Hundreds of professional-grade weapons (not just homemade, ragtag weaponry) were discovered and confiscated this month in Jenin, including the beginnings of a West Bank missile manufacturing capability. Much of this was smuggled in via the porous Israeli border with Jordan. (No, the “moderate” Jordanians are not doing nearly enough to interdict such massive smuggling, and neither is the IDF.)

But the only reason that Katyushas and Kassams are not raining down every day from Kalkilya and Jenin on Gush Dan (Greater Tel Aviv) is that the IDF maintains overall security control of the West Bank envelope; direct military control over Areas B and C, which is 80% of the West Bank; and acts aggressively (“full freedom of operation,” in formal terms) to keep the terrorists off base in Area A, which is the remaining 20% where the PA was accorded “full security control” to supposedly prevent militarization and terror.

IT IS IMPORTANT to recognize that this grim situation is very far from the idealized, empty theoretical framework of demilitarization and peace imagined by the Oslo Accords.
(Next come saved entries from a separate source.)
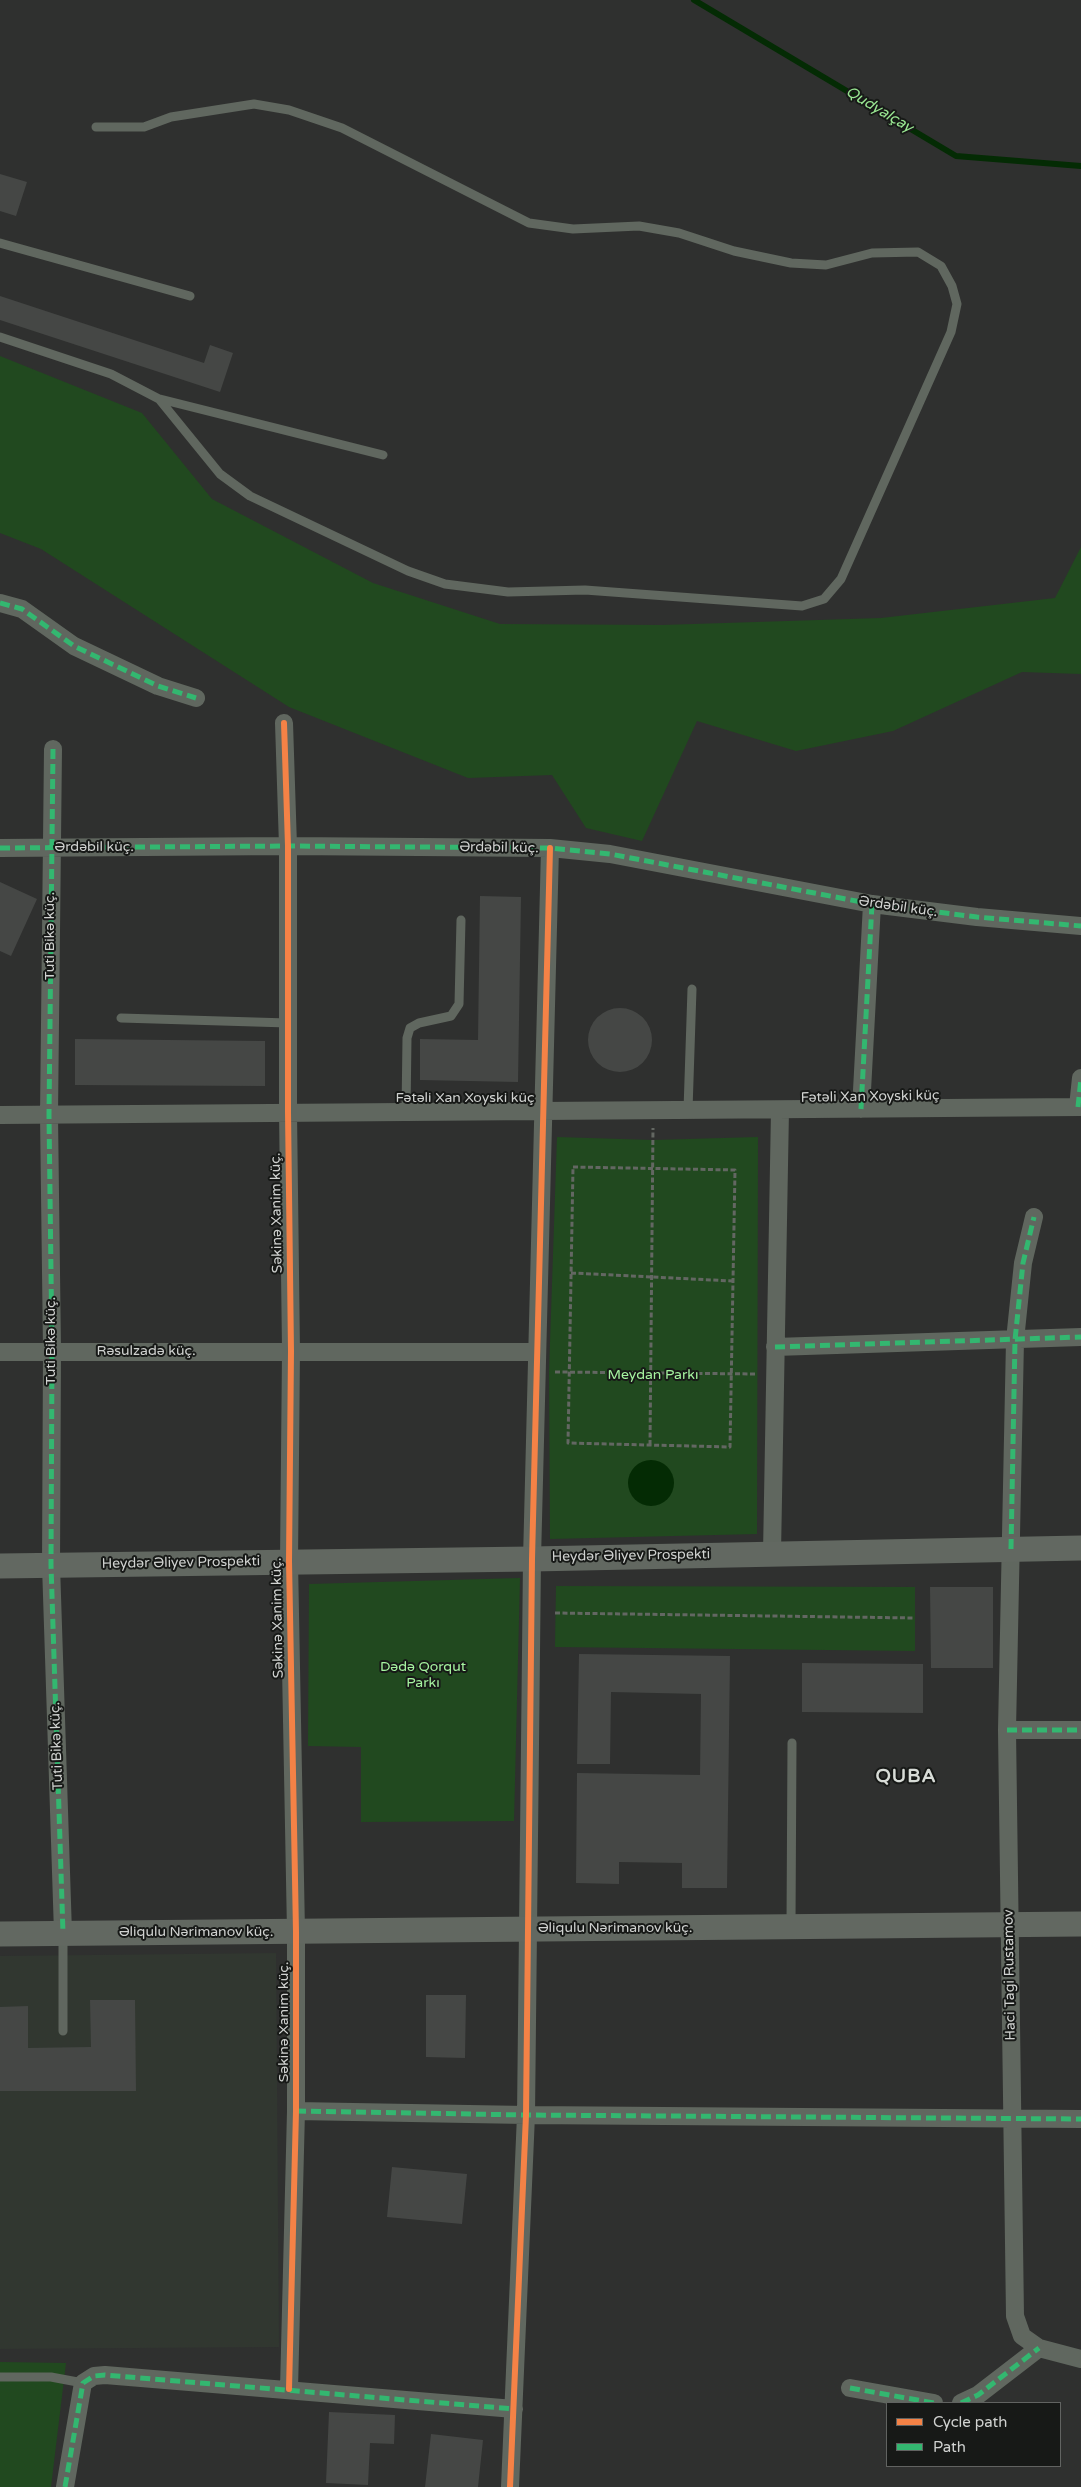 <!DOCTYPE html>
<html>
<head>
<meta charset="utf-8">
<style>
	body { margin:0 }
	#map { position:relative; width:1081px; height:2487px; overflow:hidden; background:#2f302f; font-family:"Varela Round",sans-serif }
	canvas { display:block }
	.legend { position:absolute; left:886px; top:2402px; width:175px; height:65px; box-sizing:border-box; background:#171917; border:1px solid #616361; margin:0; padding:6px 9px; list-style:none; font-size:15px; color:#d0d2d0 }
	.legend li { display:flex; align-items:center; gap:10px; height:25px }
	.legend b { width:25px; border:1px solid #616361 }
</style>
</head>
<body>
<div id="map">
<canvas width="1081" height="2487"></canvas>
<ul class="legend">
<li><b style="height:6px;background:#f48246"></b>Cycle path</li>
<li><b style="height:6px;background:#33b770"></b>Path</li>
</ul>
</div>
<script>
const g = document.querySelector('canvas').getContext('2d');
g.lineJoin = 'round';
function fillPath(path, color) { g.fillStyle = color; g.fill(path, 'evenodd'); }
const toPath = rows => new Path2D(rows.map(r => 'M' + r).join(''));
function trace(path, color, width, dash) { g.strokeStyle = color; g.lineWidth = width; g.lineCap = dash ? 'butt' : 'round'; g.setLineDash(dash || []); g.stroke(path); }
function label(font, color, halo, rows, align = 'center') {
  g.font = font + ' "Varela Round",sans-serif'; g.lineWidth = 4; g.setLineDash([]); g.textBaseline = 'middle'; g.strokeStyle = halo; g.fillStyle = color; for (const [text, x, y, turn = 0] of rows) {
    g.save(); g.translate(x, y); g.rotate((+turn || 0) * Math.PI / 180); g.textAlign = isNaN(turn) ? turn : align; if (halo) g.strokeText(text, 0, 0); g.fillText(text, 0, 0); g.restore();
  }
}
fillPath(toPath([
	[276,1953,279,2347,0,2349,0,1956]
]), '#313730');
fillPath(toPath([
	[0,356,142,413,212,499,373,583,500,624,662,625,881,618,1055,598,1081,547,1081,674,1022,672,893,731,796,751,697,721,642,841,586,828,552,775,468,778,289,707,41,549,0,533],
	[557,1137,653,1140,758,1137,757,1534,550,1539,549,1372],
	[520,1578,514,1821,361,1822,361,1747,308,1746,309,1584],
	[556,1586,915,1587,915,1651,555,1647],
	[0,2362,66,2363,51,2487,0,2487]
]), '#21491f');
fillPath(toPath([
	'628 1483a23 23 0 1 1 46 0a23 23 0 1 1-46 0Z'
]), '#042b04');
trace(toPath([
	[694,0,956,156,1081,166]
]), '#042b04', 6);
fillPath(toPath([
	[0,174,27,182,16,216,0,211],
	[0,296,204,363,210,345,233,353,220,392,0,320],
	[0,882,37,899,11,956,0,951],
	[480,896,521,897,518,1082,420,1080,420,1039,478,1040],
	'588 1040a32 32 0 1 1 64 0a32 32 0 1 1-64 0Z',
	[75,1039,265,1041,265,1086,75,1085],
	[930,1587,993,1587,993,1668,931,1668],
	[579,1654,730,1656,727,1888,682,1888,682,1863,619,1862,619,1884,576,1883,577,1773,700,1775,701,1694,611,1692,610,1764,577,1764],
	[802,1663,923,1664,923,1713,802,1712],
	[426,1995,466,1995,465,2058,426,2057],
	[90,2000,135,2000,136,2091,0,2091,0,2007,28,2006,28,2048,91,2047],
	[392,2167,467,2174,462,2224,387,2217],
	[329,2412,395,2415,394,2444,370,2443,368,2485,326,2483],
	[431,2434,483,2440,478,2487,425,2487]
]), '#454745');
trace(toPath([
	[573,1167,735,1170,730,1447,568,1443,573,1167],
	[571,1273,733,1281],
	[555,1372,757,1374],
	[650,1445,653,1128],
	[555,1613,915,1618]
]), '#636762', 3, [5, 2.5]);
trace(toPath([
	[0,243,190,296],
	[0,337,111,374,159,399,220,474,250,496,408,571,445,584,508,592,585,590,802,606,824,599,841,579,951,332,957,304,952,286,941,266,918,252,872,253,826,265,791,263,734,251,679,233,639,226,573,229,529,223,342,128,289,110,254,104,171,117,144,127,96,127],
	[160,399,383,455],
	[121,1018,288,1023],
	[688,1110,692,989],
	[406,1111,407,1038,410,1028,419,1023,451,1016,459,1004,461,920],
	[791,1924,792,1743],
	[63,2031,63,1934],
	[0,2377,51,2377,83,2383]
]), '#60675f', 9);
trace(toPath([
	[0,603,22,609,74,646,158,686,196,698],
	[284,723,288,846,288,1112,291,1351,289,1561,296,1932,296,2111,289,2389],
	[53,749,49,1115,52,1350,51,1565,63,1933],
	[0,848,288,846,550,848,610,854,872,904,977,917,1081,926],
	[1078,1107,1081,1078],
	[861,1109,872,904],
	[0,1115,1081,1107],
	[1034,1217,1023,1263,1015,1340,1007,1730,1015,2316,1022,2336,1039,2348,1081,2359],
	[775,1347,1081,1337],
	[0,1352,537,1352],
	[772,1553,780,1110],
	[1007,1730,1081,1730],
	[296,2111,526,2115,1081,2119],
	[850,2388,934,2403],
	[961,2403,978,2395,1039,2348],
	[65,2487,83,2383,94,2376,105,2375,514,2409],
	[510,2487,526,2115,532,1559,550,848]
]), '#60675f', 18);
trace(toPath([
	[0,1566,532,1559,1081,1548],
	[0,1934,1081,1924]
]), '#626861', 25);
trace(toPath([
	[0,603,22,609,74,646,158,686,196,698],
	[53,749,49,1115,52,1350,51,1565,63,1933],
	[0,848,288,846,550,848,610,854,872,904,977,917,1081,926],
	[1078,1107,1081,1078],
	[861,1109,872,904],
	[775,1347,1081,1337],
	[1011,1549,1015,1340,1023,1263,1034,1217],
	[1007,1730,1081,1730],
	[296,2111,526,2115,1081,2119],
	[850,2388,934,2403],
	[961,2403,978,2395,1039,2348],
	[65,2487,83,2383,94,2376,105,2375,514,2409]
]), '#33b770', 5, [10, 5]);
trace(toPath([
	[284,723,288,846,288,1112,291,1351,289,1561,296,1932,296,2111,289,2389],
	[510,2487,526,2115,532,1559,550,848]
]), '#f48246', 6);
label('14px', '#d0d2d0', '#171917', [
	["Ərdəbil küç.",94,847],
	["Ərdəbil küç.",499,848,1],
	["Ərdəbil küç.",898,907,8],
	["Tuti Bikə küç.",50,936,-90],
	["Fətəli Xan Xoyski küç",870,1097,-1],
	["Fətəli Xan Xoyski küç",465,1098],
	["Səkinə Xanim küç.",277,1213,-91],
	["Tuti Bikə küç.",51,1341,-90],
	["Rəsulzadə küç.",146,1351],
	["Heydər Əliyev Prospekti",631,1556,-1],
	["Heydər Əliyev Prospekti",181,1563,-1],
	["Səkinə Xanim küç.",278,1618,-91],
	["Tuti Bikə küç.",57,1746,-92],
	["Əliqulu Nərimanov küç.",615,1928],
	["Əliqulu Nərimanov küç.",196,1932],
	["Haci Tagi Rustamov",1010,1975,-91],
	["Səkinə Xanim küç.",284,2022,-90]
]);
label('14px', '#a6f4a0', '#171917', [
	["Meydan Parkı",653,1375],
	["Dədə Qorqut",423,1667],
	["Parkı",423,1683]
]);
label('italic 15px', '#99e692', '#171917', [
	["Qudyalçay",879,110,31]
]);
g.letterSpacing = '1px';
label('bold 19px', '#d8dcd7', '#171917', [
	["QUBA",906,1777]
]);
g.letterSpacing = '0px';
</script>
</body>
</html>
Was it obvious from the start and inevitable that the PA would become a failed state and serve as a base for terrorist infrastructure? I don’t know. But was the notion of full demilitarization of the territories by Palestinians a fallacy from the very beginning? Apparently so.

Remember that from day one, Yasser Arafat financed, directed, and equipped 16 competing Palestinian Authority militias, providing nearly 60,000 “security forces” with weapons – through local manufacturing and smuggling – that were prohibited in the Oslo agreements. He gave these forces all the trappings of an army (i.e., organizational structure, operational functions, unit names, ranks, etc.), expanding them well beyond what had been agreed upon. Since then, many Palestinian Authority military men and policemen have turned their guns against IDF troops and Israeli civilians, and some reports have them now organizing for Hamas-style raids into Israeli towns too.

According to an analysis written back in 2014 for the Jerusalem Center for Public Affairs, an Israeli think tank, by Maj. Gen. (res.) Aharon Ze’evi Farkash, former chief of IDF military intelligence, the Oslo Accords unambiguously stipulated that no Palestinian army or military capabilities that could constitute a threat would be established. Moreover, the “strong police force” allowed by Oslo was to “ensure demilitarization” by preventing terrorism, dismantling terrorist infrastructures and armed militias, preventing arms smuggling and terrorist infiltration, preventing armed or ideological interference in the proper workings of the Palestinian state by radical extremists and opponents of peace, preventing incitement to terrorism, and building a “culture of peace.” 

This was to include neutralizing all channels of support for terrorist organizations (such as the transfer of funds to and activities conducted by extremist associations disguised as organizations established to help the needy) as well as eliminating school curricula as well as sermons in mosques and other religious and cultural institutions that encourage violence, martyrdom, and suicide.

Alas, almost none of this has happened. Arafat and his successor, Mahmoud Abbas, never ripened into partners for peace. Abbas has not uttered one dash of distaste, never mind a clear condemnation, of the October 7 Hamas attack, and he continues to “pay for slay” (to pay rewards to the families of terrorists).

So, the suggestions to give the Palestinian Authority more authority to expand territory in the West Bank or to bring it back as ruler of Gaza are both outrageous and dangerous. Abbas and his Fatah party never have and never will ensure demilitarization of the territories, not to mention real peace with Israel. And the suggestions to pose a broader pan-Arab security force in Gaza to ensure the demilitarization of Gaza going forward are similarly unrealistic.

Published in The Jerusalem Post 29.12.2023 and Israel Hayom 01.01.2024.